A few threads down there's a discussion going on about weedy code, lack of comments and developer documentation and everything else that bothers a closed source software going OSS. Just like with Netscape/Mozillla, remember?
Anyway, there was a mentioning in this thread about defining the users side specs and requirements of blender in order to actually know what way one could go.
I posted this atricle 3 years ago in the CJ, back when NaN just had had a first peek at eminent death, OSS wasn't thinkable and we all where happy we at least had a closed source Blender.
Some of this is way outdated and has a touch of funny nostalgia, some, as of us buying Blender free, has turned out to be not quite so ("object orientedness") and some other stuff I wrote is as conclusive and up-to-date as ever and could give a good impression of what direction the OSS Blender could go for and keep in mind when the architecture of the code is eventually is turned into something respectfull.
After all *everbody* in the software business knows that commercial closed source very often is far more weedier and quick'n'dirty than anything else, simply due to the fact that companies don't emphasise on beauty and long-term maintainability of code rather than on getting those Euros rolling, which is fair enough, imho.
If the community keeps focus and everybody pitches in according to ability - and be it only with smart-ass articles ;-)) - I'm shure eventually those Megabytes of source will become a beautyfull piece of OSS Art in the end and actually really give Alias/Wavefront the creeps due to reference grade scalability.
Something I mentioned back then (see further down) and never ment half as serious a chance of becoming reality as it appears to be know. (<--- Talk about german sentence-lengths in english...*whew*...)
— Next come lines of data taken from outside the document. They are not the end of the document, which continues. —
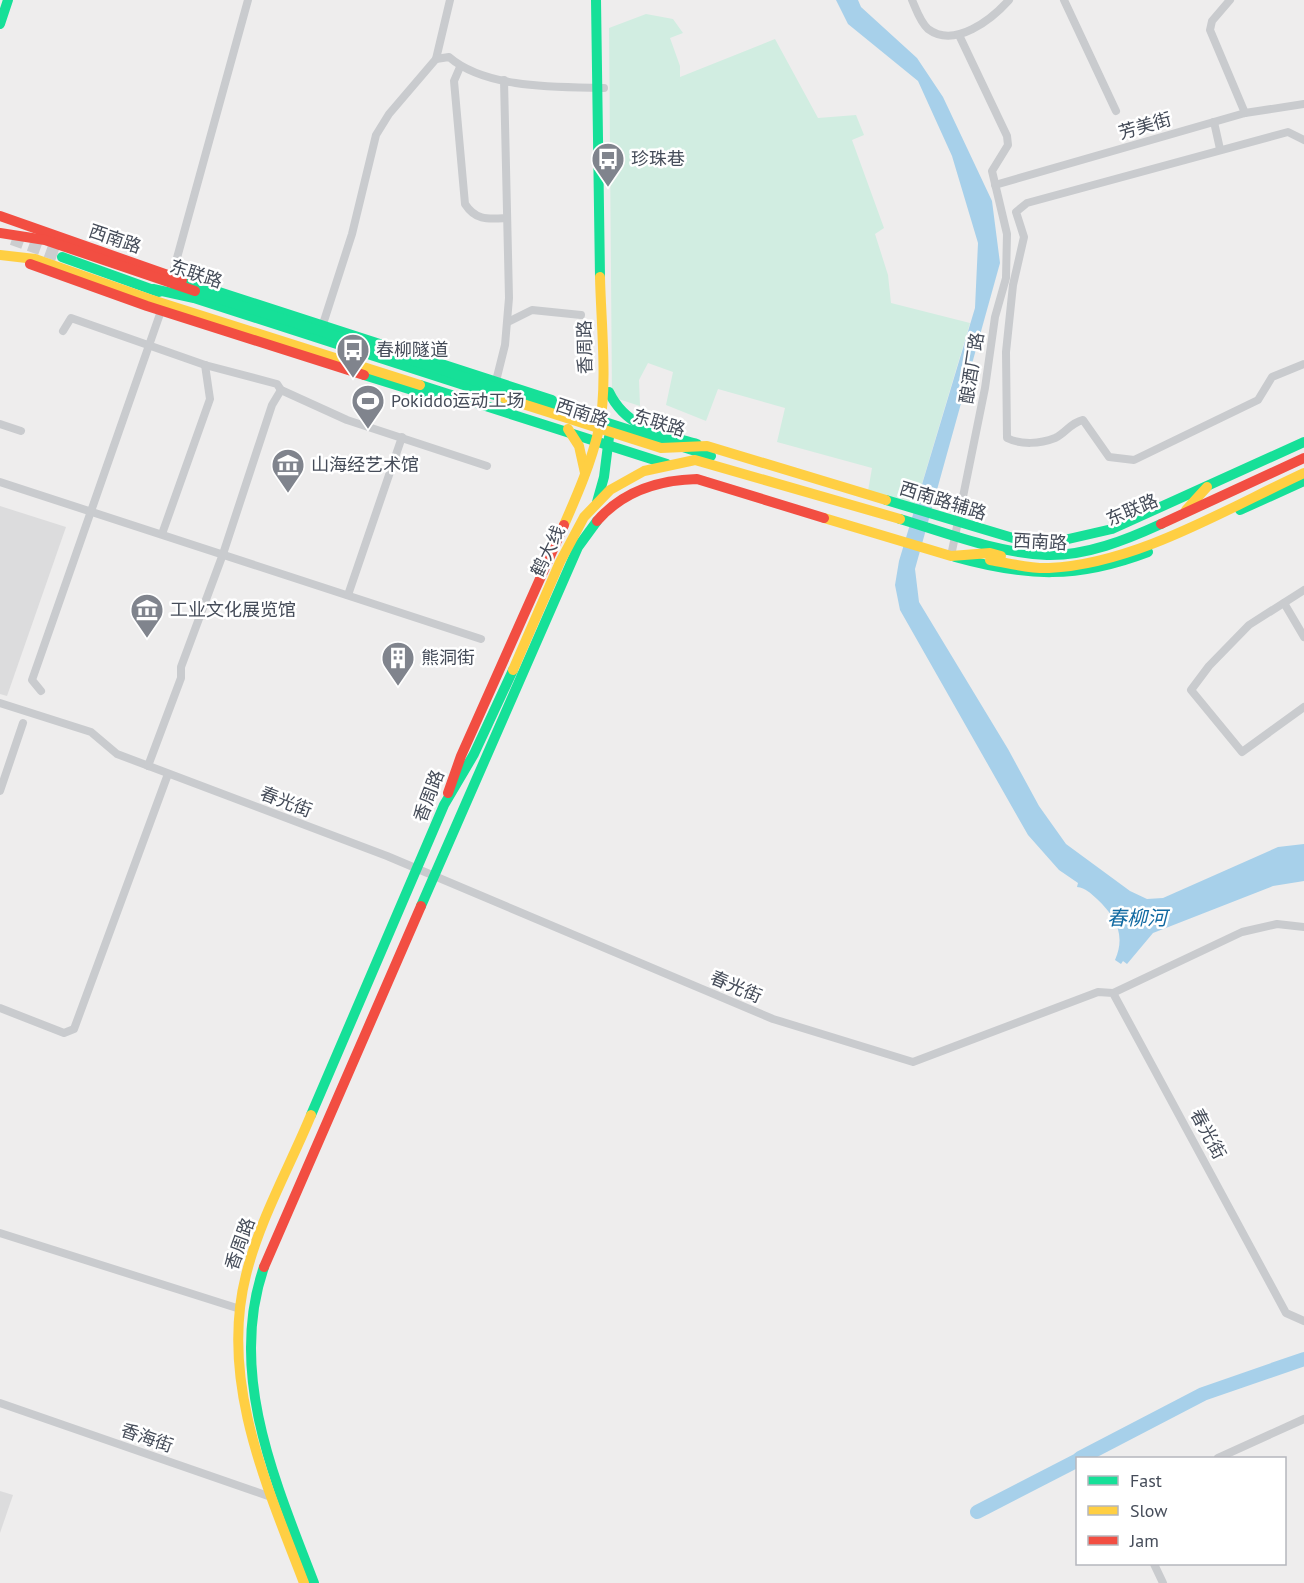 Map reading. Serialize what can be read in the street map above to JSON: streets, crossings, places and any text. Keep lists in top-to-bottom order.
{
  "streets": {
    "main road": [
      "西南路",
      "东联路",
      "香周路",
      "西南路辅路",
      "鹤大线"
    ],
    "street": [
      "芳美街",
      "酿酒厂路",
      "春光街",
      "香海街"
    ]
  },
  "crossings": [
    ["芳美街", "酿酒厂路"],
    ["西南路", "东联路"],
    ["西南路", "香周路"],
    ["西南路", "酿酒厂路"],
    ["西南路", "西南路辅路"],
    ["西南路", "鹤大线"],
    ["东联路", "香周路"],
    ["东联路", "西南路辅路"],
    ["香周路", "西南路辅路"],
    ["香周路", "鹤大线"],
    ["香周路", "春光街"],
    ["香周路", "香海街"],
    ["酿酒厂路", "西南路辅路"]
  ],
  "water": ["春柳河"],
  "places": {
    "bus stop": ["珍珠巷", "春柳隧道"],
    "sports": ["Pokiddo运动工场"],
    "museum": ["山海经艺术馆", "工业文化展览馆"],
    "building": ["熊洞街"]
  },
  "legend": ["Fast", "Slow", "Jam"]
}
The article back then was named: "What we need to succeed". A title I find most fitting today aswell. Here we go:

Begin quote of ancient article >>>>>>>

Let's kick some ass! :: Qbertino - 2001 06 08
Or: What we need to do to succeed

It's was some time ago when Bart asked the community to pitch in some stuff that could be of substacial use for the CJ. Good Articles, Info and so forth. A thing he recently did again. I offered my help and we went through some proposals for articles from me. One he asked me to keep a secret :-), because the very same idea was brewing with the official NaN CJ editors and would come up sometime soon (where is it? The Film I mean. Whoops...). Anyway, one of these issues of mine - well worth a CJ article, as I think - was a general and realistic comparsion to competitors on the market, their special features and a resumé of all what it means to us - el grande zampanos de Blender.
Now that Blender/NaN has walked the wildside a little bit, stumbled and (>>whew!<<) fallen on it's feet, and I have finally successfully completed my Multimedia Design Diploma (>>whew!<< again :-)) I consider this just the right time to make a round up of the situation for Blender. From the standpoint of a professional multimedia-tool user and somebody who likes to have an overview of what going on in his field of interest - 3D programms. This is not the holy word and I am not the first one to ask when it comes to comparing 3D packages - after all I only have project expierience with Blender and Cinema - but with the occasional peek and poke into realsoft, maya, max, lightwave and the like, I think I've got some usefull stuff to say.
First of all let's pat Blender a little:
What strikes anybody used to working on a computer with Windows or MacOS, is Blender rather unusual interface and small size. I name these two in the same sentence, because, as some of you may have noticed, they come together. A striktly object-orientated strukture of this programm makes it VERY small compared to others and asks for the user to cope with that and think into the nature of the struktured depths that any good programmer has to dive into if he wants to write something usefull with such an amount of functionality. And I guess we all agree that Blender IS a good programm and that the NaN crew are in fact 'quite ok at programming' ;-). The interface just plain gives anyone coming from another 3D programm the creeps. In the first two weeks that is. After working with Blender for some time, I, and everybody else probably too, consider the interface of Cinema 6 - the so-called usabillity king - and the mass of all other much the same copetitors to Blender - unbareable. Even though I haven't grasped half the functions that would make up for the stuff I needed Cinema for. Let's make the interface point number on our list, since size - even though Blender is only about 4% the size of the next larger package with simular funtionality - isn't an issue nowadays.
Looking for another point where Blender is very good up to the extend that one can only think of details that could be improved, programmability comes to my mind. The integrated Python language is a very powerfull tool for automizing animation and rendering jobs and manipulating 3D objects - this by now other people in the 3D buissnes allready have noticed too - ILM for an instance. Looking at the game engine side of B., the upsides of the strong integration of a scripting language becomes clearly visible. Make that number 2.
The last point I can find that gives Blender a 'that sounds interessting' sort of position in the tight and competitive market is the simple and striking fact that it's for free. This ONLY is an issue because, realsoft3D, Hash and maybe some other specialized minitools aside, competing programms cost above 2000 EUR up to 12000 EUR(!!). Otherwise zero-cost wouldn't be an issue. Because, let's face ist friends, professionals don't give a damn if they pay 300 EUR for Freehand 9 or 15 EUR for Corel Draw 8 OEM. If FH's the standard, they'll buy it, even if corel is much better. Yet with the price-margin of Blender and the rest of the 3D world - Blender being free (in the sense of beer - for those /.ers out there :-) ) makes point number three. Hey, that's a ryme!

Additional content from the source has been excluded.